The interim mayor wrote in his memo that in order to have the SDFRD bid on ambulance services, the RFP would have to be rewritten without the department’s help.
That would would open the city to the possibility that a company would be awarded an ambulance contract without fire officials’ input, he said.
Sean Kerafin of the San Diego County Taxpayers Association outlined several other potential landmines in taking ambulances in-house, including increased liability, an uncertain rate of collections from patients because of President Barack Obama’s Affordable Care Act, the loss of $4 million in annual franchise fees from Rural-Metro and an added $37 million added expenditure — as well as a $21 million initial set-up cost.
Committee member Lorie Zapf said the city is simply not ready to move fast enough to develop a proposal the fire department could bid on.
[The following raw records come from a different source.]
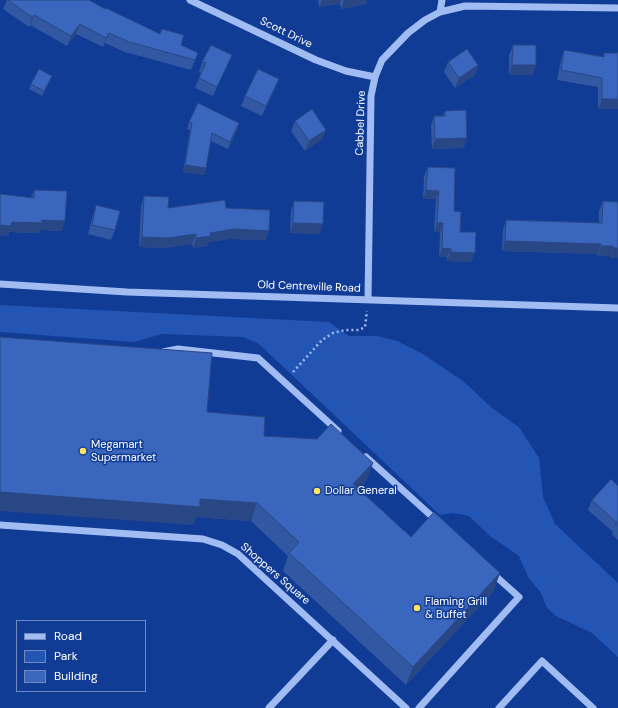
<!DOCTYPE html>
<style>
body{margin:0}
#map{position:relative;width:618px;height:708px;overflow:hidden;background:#113c95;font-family:"DM Sans",sans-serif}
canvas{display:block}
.legend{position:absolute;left:16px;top:620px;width:130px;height:72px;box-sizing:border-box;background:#113c95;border:1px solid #708abf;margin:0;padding:5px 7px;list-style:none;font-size:12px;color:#fff}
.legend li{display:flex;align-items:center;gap:8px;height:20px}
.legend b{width:20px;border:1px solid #708abf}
</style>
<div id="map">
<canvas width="618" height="708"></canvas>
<ul class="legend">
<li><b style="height:5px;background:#a0bcf3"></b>Road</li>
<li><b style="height:11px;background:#2355b4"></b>Park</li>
<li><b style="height:11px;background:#3a66bd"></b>Building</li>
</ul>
</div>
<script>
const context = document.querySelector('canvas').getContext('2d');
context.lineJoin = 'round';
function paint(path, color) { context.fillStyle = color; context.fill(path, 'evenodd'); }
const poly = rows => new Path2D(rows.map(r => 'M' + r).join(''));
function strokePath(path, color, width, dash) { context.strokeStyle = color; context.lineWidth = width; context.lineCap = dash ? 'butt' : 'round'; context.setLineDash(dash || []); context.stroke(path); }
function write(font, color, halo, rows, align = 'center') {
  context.font = font + ' "DM Sans",sans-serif'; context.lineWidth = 3; context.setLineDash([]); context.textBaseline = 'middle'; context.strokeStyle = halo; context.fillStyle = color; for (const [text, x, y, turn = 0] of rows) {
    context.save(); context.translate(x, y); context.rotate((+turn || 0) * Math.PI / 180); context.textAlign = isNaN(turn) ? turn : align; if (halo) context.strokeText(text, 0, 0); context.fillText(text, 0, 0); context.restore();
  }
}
const green = poly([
 [0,305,329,322,349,336,378,336,397,341,423,354,463,381,492,408,519,427,539,458,543,497,555,524,618,583,618,657,592,633,556,616,547,608,541,593,528,577,519,556,490,536,469,516,453,513,440,515,259,344,243,337,162,334,134,342,0,332]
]);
const path = poly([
 [293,372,322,340,333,333,345,330,359,330,365,327,367,311]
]);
const minor = poly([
 [190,0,316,60,346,71,375,77],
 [440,12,442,0],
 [0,284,127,292,618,308],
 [368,300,371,96,375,77,382,60,408,33,425,20,440,12,465,6,618,8],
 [163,352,178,349,258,358,338,431],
 [366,457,437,521],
 [0,525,203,539,222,545,238,554,406,708],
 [269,708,333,640],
 [419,708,519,597,491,572],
 [499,708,542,661,593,708]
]);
const wall = poly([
 [7,0,89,0,105,9,160,34,162,29,181,45,198,53,191,70,125,52,105,43,103,47,76,34,67,46,30,25,29,27,3,9],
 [318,0,367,0,366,4,341,9,340,4,319,7],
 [513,45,536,65,532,75,509,75,509,55],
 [564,50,603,57,604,53,618,109,598,109,598,87,557,80,561,60],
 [232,55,228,64,213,96,195,88,201,73,199,72,202,62],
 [448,62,478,65,475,75,455,88,444,72],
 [50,81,42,96,29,89,31,84],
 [275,88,262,116,241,106,245,96],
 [445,111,464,148,432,149,431,126,434,116,443,116],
 [295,121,326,130,322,139,305,151,291,131],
 [189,122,237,130,228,149,211,141,206,168,204,175,183,172,190,130,187,129],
 [428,167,454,211,460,232,471,262,447,261,447,257,439,257,440,232,434,232,436,199,423,199,424,176],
 [34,190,62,231,40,230,38,233,9,232,8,236,0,235,0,194,31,198],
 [144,196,168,208,226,208,266,240,230,239,209,242,207,246,193,248,192,244,165,248,139,247,141,206],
 [294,201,320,234,290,233,291,211],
 [603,201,618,258,610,258,610,256,597,256,597,254,502,251,503,230,506,220,599,223,599,211],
 [96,205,115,230,111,240,88,234,93,215],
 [207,412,264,436,373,463,366,481,359,489,411,537,500,573,493,592,406,685,283,571,288,556,251,521,196,517,193,525],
 [618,486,618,540,612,534,613,532,588,510,592,500]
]);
const shadedWall = poly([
 [322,0,341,0,340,4,319,7],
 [344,0,367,0,366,4,341,9],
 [34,15,30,25,29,27,32,17],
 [80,24,76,34,67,46,71,36],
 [109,33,105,43,103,47,106,38],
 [478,65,475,75,455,88,459,78],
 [512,65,536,65,532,75,509,75],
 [52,76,50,81,42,96,44,91],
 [279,79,275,88,262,116,266,106],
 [602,99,618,99,618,109,598,109],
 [239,123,237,130,228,149,230,142],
 [326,130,322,139,305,151,309,141],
 [467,138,464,148,432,149,435,139],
 [185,165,206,168,204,175,183,172],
 [426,190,439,191,436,199,423,199],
 [42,220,65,221,62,231,40,230,38,233,9,232,8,236,0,235,0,225,12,222],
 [293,223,323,224,320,234,290,233],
 [437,223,443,223,440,232,434,232],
 [234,229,269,231,266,240,230,239,209,242,207,246,193,248,196,238,210,233],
 [196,234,192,244,165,248,139,247,142,237],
 [505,241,601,244,597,254,502,251],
 [601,246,613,246,610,256,597,256],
 [442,248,451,249,447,257,439,257],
 [613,248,618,248,618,258,610,258],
 [451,252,475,253,471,262,447,261],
 [373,463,366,481,346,502,353,484],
 [0,492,200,499,257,503,251,521,196,517,193,525,0,511],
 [500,573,493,592,406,685,413,667]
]);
const building = poly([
 [8,0,89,0,105,9,106,8,160,34,162,29,184,35,181,45,198,53,195,60,129,42,109,33,106,38,80,24,71,36,34,15,32,17,8,0],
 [211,45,232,55,217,87,199,78,206,63,202,62,211,45],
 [513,45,536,45,536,65,512,65,513,45],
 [467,49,478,65,459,78,448,62,467,49],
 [564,50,604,57,604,53,618,53,618,99,602,99,602,78,561,70,564,50],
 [39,69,52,76,44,91,31,84,39,69],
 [258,69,279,79,266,106,245,96,258,69],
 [198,103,239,123,230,142,212,133,206,168,185,165,192,123,189,122,198,103],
 [312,109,326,130,309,141,295,121,312,109],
 [466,110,467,138,435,139,434,116,445,116,445,111,466,110],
 [428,167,455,168,454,211,461,212,460,232,476,232,475,253,451,252,451,249,442,248,443,223,437,223,439,191,426,190,428,167],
 [34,190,67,191,65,221,42,220,42,223,12,222,11,226,0,225,0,194,34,198,34,190],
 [144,196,169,197,168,208,225,200,226,208,270,210,269,231,234,229,210,233,211,236,196,238,196,234,168,238,142,237,144,196],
 [294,201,324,202,323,224,293,223,294,201],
 [603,201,618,202,618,248,613,248,613,246,601,246,601,244,505,241,506,220,602,223,603,201],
 [96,205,120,211,115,230,92,225,96,205],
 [0,337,212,353,207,412,265,417,264,436,317,439,331,424,373,463,353,484,411,537,434,512,500,573,413,667,289,553,299,542,257,503,200,499,200,507,0,492,0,337],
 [611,479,618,486,618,526,615,524,617,523,592,500,611,479]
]);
const markers = [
 [83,451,4,"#ffe362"],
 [317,491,4,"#ffe362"],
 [417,608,4,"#ffe362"]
];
const streetNames = [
 ["Scott Drive",286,33,26],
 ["Cabbel Drive",361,123,-88],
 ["Old Centreville Road",309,287,2],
 ["Shoppers Square",275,574,41]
];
const poiNames = [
 ["Megamart",91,445],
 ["Supermarket",91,458],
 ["Dollar General",325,491],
 ["Flaming Grill",425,602],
 ["& Buffet",425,615]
];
paint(green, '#2355b4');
strokePath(path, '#a0bcf3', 2.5, [2, 3]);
strokePath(minor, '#a0bcf3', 7);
paint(wall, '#3258a3');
paint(shadedWall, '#294784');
paint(building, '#3a66bd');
strokePath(building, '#294784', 1);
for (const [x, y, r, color] of markers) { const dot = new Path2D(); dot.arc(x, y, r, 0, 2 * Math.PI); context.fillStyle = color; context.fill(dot); strokePath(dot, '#113c95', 1.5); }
write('11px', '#fff', '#113c95', streetNames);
write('11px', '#fff', '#113c95', poiNames, 'left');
</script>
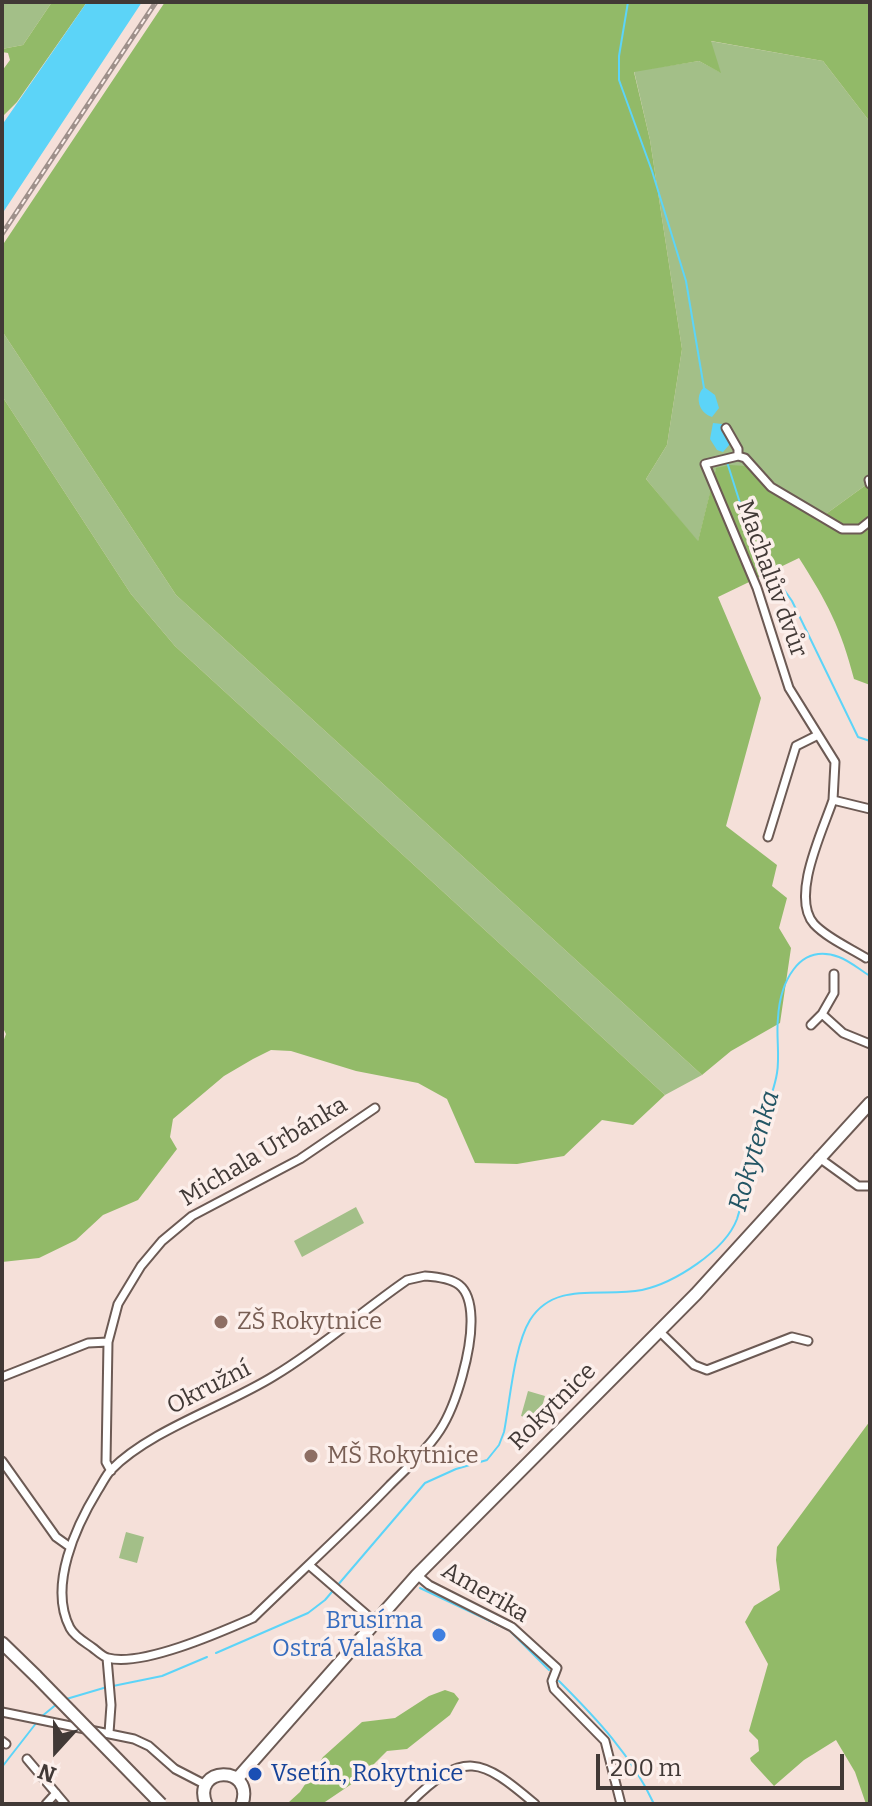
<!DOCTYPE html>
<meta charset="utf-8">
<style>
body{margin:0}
#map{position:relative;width:872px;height:1806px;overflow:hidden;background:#f5e0d9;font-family:Bitter,serif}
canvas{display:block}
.frame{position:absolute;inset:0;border:4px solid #413936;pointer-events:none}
.north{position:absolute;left:16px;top:1710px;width:80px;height:80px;-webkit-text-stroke:6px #fcefeb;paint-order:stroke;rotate:201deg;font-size:22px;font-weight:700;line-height:32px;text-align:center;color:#413936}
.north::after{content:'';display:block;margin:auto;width:28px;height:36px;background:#413936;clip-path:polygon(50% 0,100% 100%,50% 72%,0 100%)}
.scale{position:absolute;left:596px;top:1754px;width:248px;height:36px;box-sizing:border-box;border:4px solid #413936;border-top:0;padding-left:10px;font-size:24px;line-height:28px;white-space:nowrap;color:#413936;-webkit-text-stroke:6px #fcefeb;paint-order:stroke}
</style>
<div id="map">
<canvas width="872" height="1806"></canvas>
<div class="frame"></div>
<div class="north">N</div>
<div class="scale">200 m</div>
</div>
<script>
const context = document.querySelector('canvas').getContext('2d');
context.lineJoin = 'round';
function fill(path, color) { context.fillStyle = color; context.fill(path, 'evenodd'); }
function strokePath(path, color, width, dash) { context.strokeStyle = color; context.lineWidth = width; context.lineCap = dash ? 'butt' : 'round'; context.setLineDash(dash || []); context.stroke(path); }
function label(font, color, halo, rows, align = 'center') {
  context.font = font + ' Bitter,serif'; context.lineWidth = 7; context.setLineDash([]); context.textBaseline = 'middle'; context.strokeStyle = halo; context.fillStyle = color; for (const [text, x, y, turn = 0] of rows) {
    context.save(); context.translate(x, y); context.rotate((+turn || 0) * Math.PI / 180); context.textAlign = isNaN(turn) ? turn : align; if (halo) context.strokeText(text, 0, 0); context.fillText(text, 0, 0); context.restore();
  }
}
const green = new Path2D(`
 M2,2H52L23,45L2,49Z
 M710,41L823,61L870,122V482L819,519L716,469L698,542L646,479L667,445L682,349L650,140L634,71L699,61L720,72Z
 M2,331L176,595L702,1075L665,1095L175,646L131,594L2,396Z
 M356,1207L364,1223L302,1257L294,1241Z
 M528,1391L545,1396L538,1421L521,1416Z
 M126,1532L144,1537L137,1563L119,1558Z`);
const forest = new Path2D(`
 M52,2H87L17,102L2,117V71L10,60L8,53L2,52V49L23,45Z
 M165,2H870V122L823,61L711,41L721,73L699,61L634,72L650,140L682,349L667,445L646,479L698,541L716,468L730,465L746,466L771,490L819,519L870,482V685L854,679C841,628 827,602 799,558L718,597L761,698L726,826L777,865L772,886L787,898L779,928L791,948L780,1023L731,1051L702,1075L176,595L2,331V246Z
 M2,396L131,594L175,646L665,1095L633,1125L602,1120L564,1156L517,1164L475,1163L447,1099L418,1083L356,1071L291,1051L271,1050L253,1059L224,1076L173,1119L170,1137L177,1149L138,1200L103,1215L76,1240L39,1258L2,1262V1045L6,1034L2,1026Z
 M870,1421V1804H866L855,1772L836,1740L804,1760L774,1786L751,1761L750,1758L759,1751L758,1740L749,1731L768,1664L745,1622L754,1606L780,1590L776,1560L777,1547Z
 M445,1690L454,1693L459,1699L450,1715L407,1749L387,1751L359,1779L322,1804H273L289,1802L300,1792L323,1757L362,1722L395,1718L429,1696Z`);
const water = new Path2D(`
 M87,2H142L2,214V125Z
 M704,387L715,395L719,408L712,417C699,413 694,397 704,387Z
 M713,423L722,424L730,436V444L723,452L717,450L710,439Z`);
const stream = new Path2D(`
 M628,2L619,56V80L652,171L686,281L704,388
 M727,462L754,547L792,601L858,737L870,741
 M420,1588L509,1630L549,1670
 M216,1653L308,1613L325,1600L425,1483L456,1469L487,1460L499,1445L504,1432C510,1401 514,1346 530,1320C555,1280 603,1298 642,1290C674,1283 725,1251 737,1219C745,1196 744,1171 752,1148C760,1123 773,1098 777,1073C780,1056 776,1036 778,1018C780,985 797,942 839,957C850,961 860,970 870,976
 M559,1681C596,1718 632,1756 654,1804
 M113,1686L162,1676L207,1657
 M63,1700L107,1687
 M41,1717L58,1703
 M2,1767L37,1722`);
const street = new Path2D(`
 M726,428L738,449V456
 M869,480L870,484
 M870,521L860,529H842L771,487L745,458L738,456L705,464L757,588L789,688L835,762L833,800L870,809
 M833,800C823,830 790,897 814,924C827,938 850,948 866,958
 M768,837L796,746L818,735
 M834,974V993L822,1014L843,1033L870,1044
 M811,1025L822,1014
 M818,1157L858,1186H870
 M425,1276C456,1278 470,1284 471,1318C472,1349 457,1404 440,1430C427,1450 407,1468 390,1485C346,1531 299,1573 253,1618C221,1632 142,1667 108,1658C103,1657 97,1651 93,1648C85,1642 75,1637 70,1628C48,1586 76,1526 98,1490C102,1484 106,1475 111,1470C150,1430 226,1406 274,1376C321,1348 362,1311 407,1280Z
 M659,1331L694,1365L707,1370L792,1337L808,1341
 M2,1377L88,1343L108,1342
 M2,1461L56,1537L70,1547
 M111,1471L106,1462L108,1342L118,1304L141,1266L162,1241L192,1216L300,1159L375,1108
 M309,1565L375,1622
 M417,1575L429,1585L512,1627L557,1668L552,1681L554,1689L605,1741L621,1804
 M107,1658L111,1705L109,1733
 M2,1712L134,1739L149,1746L175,1769L206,1785
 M2,1741L6,1744
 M27,1759L65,1804
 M46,1804L56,1793
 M409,1804C464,1749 481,1758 535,1804`);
const primary = new Path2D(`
 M2,1643L36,1676
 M237,1779L417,1575L696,1294L870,1103
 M206,1804C191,1766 255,1764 242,1804`);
const rail = new Path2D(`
 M2,234L156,2`);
const primaryBridge = new Path2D(`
 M36,1676L161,1804`);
const markers = [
 [221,1322,8,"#8d6e63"],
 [311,1456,8,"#8d6e63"],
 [439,1635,8,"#3f7fe0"],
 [255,1774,8,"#1a4fb4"]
];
const streetNames = [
 ["Machalův dvůr",771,579,70],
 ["Michala Urbánka",264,1152,-31],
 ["Okružní",209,1388,-27],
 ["Rokytnice",553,1407,-45],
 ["Amerika",485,1593,30]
];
const educationNames = [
 ["ZŠ Rokytnice",237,1322],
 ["MŠ Rokytnice",327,1456]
];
const shopNames = [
 ["Brusírna",423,1621],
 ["Ostrá Valaška",423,1649]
];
const transitNames = [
 ["Vsetín, Rokytnice",271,1774]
];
const waterNames = [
 ["Rokytenka",755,1151,-74]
];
fill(green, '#a3bf88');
fill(forest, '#92ba68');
fill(water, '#5cd4f8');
strokePath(stream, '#5cd4f8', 2);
strokePath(street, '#6c5a54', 11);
strokePath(primary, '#6c5a54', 15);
strokePath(street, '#fff', 7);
strokePath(primary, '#fff', 11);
strokePath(rail, '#9f908b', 5);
strokePath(rail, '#fcefeb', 2, [6]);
strokePath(primaryBridge, '#6c5a54', 15, []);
strokePath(primaryBridge, '#fff', 11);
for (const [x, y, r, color] of markers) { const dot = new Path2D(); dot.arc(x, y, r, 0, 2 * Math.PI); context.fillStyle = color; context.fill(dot); strokePath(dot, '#fcefeb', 3); }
label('24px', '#413936', '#fcefeb', streetNames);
label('24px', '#785e54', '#fcefeb', educationNames, 'left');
label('24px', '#366cbe', '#fcefeb', shopNames, 'right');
label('24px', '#164399', '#fcefeb', transitNames, 'left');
label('italic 26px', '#225564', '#fcefeb', waterNames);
</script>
Gloria’s plan “fixes the short-term problems that we have.
It will fix the problems we have with our current EMS contract, and then give us the opportunity to seriously, fully explore and vet bringing the ambulance service in-house,” Zapf said.“This is a huge undertaking.”
The interim mayor proposed releasing the RFP next month, making bids due in January and having the contract approved by the City Council in April.
He also suggested extending the current Rural-Metro contract until the winning bidder is ready to take over.
He said he asked Emerald to develop a budget and timeline to provide resources to the SDFRD so it can bid on a future ambulance contract.